# Work request:
Among the entries below, extract exactly the lines that run from the one with "M515,563l37,2" through the one with "M1,1343l35,69", both ends included.

-------- Supplied records

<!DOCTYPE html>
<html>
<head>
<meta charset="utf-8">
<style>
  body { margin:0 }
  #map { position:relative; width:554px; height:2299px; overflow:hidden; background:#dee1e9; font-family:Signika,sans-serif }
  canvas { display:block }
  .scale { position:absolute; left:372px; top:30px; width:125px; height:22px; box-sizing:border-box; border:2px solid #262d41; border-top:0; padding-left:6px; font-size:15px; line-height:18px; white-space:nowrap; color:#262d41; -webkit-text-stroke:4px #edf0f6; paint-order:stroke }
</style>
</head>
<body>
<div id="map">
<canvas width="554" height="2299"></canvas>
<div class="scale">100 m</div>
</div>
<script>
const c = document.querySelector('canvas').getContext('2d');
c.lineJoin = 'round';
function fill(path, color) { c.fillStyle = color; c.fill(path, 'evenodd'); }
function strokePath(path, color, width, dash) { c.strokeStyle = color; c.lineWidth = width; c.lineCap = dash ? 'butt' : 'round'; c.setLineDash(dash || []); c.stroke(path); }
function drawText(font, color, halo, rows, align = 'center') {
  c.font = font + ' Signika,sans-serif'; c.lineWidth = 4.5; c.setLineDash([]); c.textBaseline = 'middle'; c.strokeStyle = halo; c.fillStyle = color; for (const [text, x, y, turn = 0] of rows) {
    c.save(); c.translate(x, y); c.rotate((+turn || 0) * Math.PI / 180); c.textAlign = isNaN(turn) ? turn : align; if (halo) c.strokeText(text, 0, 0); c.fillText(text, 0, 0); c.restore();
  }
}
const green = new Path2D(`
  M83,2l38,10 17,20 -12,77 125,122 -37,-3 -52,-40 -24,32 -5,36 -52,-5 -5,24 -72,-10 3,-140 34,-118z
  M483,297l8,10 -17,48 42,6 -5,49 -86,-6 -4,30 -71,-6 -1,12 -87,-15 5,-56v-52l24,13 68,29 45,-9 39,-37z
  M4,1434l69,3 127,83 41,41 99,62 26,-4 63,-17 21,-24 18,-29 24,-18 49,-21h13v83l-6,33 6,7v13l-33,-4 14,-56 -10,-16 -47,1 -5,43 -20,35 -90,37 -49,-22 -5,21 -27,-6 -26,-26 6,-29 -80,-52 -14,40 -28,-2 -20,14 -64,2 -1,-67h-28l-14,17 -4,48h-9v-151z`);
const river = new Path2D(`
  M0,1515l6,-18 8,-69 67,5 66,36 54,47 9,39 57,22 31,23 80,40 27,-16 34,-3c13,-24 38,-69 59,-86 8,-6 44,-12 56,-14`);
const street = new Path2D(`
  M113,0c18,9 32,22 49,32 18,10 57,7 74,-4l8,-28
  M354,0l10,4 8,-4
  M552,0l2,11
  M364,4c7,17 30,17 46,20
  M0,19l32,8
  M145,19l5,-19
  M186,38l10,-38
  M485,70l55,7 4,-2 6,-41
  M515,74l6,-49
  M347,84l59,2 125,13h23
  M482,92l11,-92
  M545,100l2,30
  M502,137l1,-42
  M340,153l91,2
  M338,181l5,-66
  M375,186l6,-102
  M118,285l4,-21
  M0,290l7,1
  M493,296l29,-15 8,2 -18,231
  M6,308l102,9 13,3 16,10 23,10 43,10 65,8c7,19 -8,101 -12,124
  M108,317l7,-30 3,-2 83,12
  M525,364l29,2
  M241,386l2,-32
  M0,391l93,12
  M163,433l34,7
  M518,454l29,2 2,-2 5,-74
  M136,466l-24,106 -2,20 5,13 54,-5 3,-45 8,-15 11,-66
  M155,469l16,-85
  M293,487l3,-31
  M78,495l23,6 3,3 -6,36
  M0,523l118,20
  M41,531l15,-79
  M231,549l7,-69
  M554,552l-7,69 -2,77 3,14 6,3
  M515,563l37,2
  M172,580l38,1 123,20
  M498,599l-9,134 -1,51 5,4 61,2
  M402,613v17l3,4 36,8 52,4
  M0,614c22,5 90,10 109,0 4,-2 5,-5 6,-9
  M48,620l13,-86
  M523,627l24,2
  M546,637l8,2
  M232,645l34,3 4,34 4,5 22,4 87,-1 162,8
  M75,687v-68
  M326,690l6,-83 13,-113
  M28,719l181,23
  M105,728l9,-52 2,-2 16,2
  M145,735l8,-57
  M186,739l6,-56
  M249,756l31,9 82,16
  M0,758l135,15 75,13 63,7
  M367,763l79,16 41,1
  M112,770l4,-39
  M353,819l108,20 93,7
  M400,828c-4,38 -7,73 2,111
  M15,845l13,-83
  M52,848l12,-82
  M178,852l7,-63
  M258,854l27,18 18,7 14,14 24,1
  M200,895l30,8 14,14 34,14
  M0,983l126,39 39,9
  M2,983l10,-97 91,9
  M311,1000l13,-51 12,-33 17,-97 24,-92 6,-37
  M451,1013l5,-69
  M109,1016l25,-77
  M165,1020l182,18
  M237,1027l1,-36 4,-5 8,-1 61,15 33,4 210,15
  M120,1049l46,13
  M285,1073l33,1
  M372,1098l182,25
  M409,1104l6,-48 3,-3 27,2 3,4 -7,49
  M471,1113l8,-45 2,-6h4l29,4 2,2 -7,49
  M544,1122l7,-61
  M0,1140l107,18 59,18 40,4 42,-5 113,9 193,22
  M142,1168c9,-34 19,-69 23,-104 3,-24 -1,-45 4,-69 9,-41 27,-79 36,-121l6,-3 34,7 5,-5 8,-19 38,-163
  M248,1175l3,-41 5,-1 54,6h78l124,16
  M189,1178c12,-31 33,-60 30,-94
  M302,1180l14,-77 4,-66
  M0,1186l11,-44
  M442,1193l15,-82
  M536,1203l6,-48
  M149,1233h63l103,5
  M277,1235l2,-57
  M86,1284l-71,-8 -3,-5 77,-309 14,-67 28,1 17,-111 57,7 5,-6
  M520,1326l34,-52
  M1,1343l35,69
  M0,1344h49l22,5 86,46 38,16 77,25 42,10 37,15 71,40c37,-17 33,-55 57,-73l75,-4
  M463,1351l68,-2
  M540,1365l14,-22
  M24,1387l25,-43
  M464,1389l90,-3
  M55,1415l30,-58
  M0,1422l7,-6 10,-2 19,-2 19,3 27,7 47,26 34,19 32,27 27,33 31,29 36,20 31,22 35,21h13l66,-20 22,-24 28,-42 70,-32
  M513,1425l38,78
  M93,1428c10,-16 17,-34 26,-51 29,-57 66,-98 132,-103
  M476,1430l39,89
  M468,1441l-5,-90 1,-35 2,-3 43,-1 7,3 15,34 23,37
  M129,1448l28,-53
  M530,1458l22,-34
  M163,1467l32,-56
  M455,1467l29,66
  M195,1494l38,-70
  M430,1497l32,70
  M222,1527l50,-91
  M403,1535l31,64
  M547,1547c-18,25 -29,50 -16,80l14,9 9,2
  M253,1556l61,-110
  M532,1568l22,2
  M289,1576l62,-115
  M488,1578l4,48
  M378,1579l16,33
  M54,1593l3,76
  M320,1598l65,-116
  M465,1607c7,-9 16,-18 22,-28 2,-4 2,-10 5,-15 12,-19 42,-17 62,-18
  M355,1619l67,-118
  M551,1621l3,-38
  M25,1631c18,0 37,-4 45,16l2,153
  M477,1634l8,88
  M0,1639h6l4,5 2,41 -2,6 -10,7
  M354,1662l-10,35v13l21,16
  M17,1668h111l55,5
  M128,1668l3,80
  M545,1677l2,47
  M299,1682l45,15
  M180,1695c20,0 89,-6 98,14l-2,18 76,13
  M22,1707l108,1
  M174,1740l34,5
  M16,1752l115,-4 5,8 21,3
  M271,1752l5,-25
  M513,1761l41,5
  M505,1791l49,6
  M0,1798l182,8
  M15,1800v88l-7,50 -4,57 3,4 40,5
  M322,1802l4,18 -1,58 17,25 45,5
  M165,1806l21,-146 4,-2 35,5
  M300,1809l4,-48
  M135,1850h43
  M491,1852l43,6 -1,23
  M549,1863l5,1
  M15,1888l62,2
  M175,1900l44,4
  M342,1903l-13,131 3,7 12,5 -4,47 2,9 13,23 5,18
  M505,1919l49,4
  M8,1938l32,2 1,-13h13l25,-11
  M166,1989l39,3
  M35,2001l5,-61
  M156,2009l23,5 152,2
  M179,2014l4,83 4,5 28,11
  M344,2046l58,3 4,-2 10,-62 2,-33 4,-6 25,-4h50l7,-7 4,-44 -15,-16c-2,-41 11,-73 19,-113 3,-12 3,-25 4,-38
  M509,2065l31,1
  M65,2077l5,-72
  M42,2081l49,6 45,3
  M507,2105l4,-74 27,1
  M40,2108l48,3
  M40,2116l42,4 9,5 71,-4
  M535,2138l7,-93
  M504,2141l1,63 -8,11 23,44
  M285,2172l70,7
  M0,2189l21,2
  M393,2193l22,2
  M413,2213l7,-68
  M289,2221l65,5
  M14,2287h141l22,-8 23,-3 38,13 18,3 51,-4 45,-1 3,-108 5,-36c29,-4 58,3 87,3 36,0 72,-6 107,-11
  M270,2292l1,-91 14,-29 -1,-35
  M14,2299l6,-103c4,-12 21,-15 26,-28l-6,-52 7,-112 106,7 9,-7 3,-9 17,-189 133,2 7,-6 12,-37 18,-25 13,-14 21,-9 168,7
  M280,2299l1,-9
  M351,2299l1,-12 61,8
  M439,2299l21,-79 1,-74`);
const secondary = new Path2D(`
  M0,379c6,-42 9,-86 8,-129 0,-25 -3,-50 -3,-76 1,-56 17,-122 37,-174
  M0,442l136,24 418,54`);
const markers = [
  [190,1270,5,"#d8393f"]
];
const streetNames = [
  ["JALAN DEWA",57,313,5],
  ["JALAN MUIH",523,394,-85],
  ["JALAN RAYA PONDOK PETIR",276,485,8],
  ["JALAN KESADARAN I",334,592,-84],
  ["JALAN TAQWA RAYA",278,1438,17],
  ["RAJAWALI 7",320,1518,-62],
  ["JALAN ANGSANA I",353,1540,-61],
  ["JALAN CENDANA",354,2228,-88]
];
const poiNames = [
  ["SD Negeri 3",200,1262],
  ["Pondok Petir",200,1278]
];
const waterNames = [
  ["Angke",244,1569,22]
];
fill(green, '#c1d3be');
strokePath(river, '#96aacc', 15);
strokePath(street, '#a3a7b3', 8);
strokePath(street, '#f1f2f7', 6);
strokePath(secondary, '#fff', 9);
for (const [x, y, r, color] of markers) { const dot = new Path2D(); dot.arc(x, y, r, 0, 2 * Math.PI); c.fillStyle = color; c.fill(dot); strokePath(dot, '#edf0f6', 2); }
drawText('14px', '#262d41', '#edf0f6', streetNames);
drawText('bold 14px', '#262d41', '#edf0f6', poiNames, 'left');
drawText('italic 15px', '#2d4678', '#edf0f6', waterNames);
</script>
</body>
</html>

----------------

# Response to the task:
  M515,563l37,2
  M172,580l38,1 123,20
  M498,599l-9,134 -1,51 5,4 61,2
  M402,613v17l3,4 36,8 52,4
  M0,614c22,5 90,10 109,0 4,-2 5,-5 6,-9
  M48,620l13,-86
  M523,627l24,2
  M546,637l8,2
  M232,645l34,3 4,34 4,5 22,4 87,-1 162,8
  M75,687v-68
  M326,690l6,-83 13,-113
  M28,719l181,23
  M105,728l9,-52 2,-2 16,2
  M145,735l8,-57
  M186,739l6,-56
  M249,756l31,9 82,16
  M0,758l135,15 75,13 63,7
  M367,763l79,16 41,1
  M112,770l4,-39
  M353,819l108,20 93,7
  M400,828c-4,38 -7,73 2,111
  M15,845l13,-83
  M52,848l12,-82
  M178,852l7,-63
  M258,854l27,18 18,7 14,14 24,1
  M200,895l30,8 14,14 34,14
  M0,983l126,39 39,9
  M2,983l10,-97 91,9
  M311,1000l13,-51 12,-33 17,-97 24,-92 6,-37
  M451,1013l5,-69
  M109,1016l25,-77
  M165,1020l182,18
  M237,1027l1,-36 4,-5 8,-1 61,15 33,4 210,15
  M120,1049l46,13
  M285,1073l33,1
  M372,1098l182,25
  M409,1104l6,-48 3,-3 27,2 3,4 -7,49
  M471,1113l8,-45 2,-6h4l29,4 2,2 -7,49
  M544,1122l7,-61
  M0,1140l107,18 59,18 40,4 42,-5 113,9 193,22
  M142,1168c9,-34 19,-69 23,-104 3,-24 -1,-45 4,-69 9,-41 27,-79 36,-121l6,-3 34,7 5,-5 8,-19 38,-163
  M248,1175l3,-41 5,-1 54,6h78l124,16
  M189,1178c12,-31 33,-60 30,-94
  M302,1180l14,-77 4,-66
  M0,1186l11,-44
  M442,1193l15,-82
  M536,1203l6,-48
  M149,1233h63l103,5
  M277,1235l2,-57
  M86,1284l-71,-8 -3,-5 77,-309 14,-67 28,1 17,-111 57,7 5,-6
  M520,1326l34,-52
  M1,1343l35,69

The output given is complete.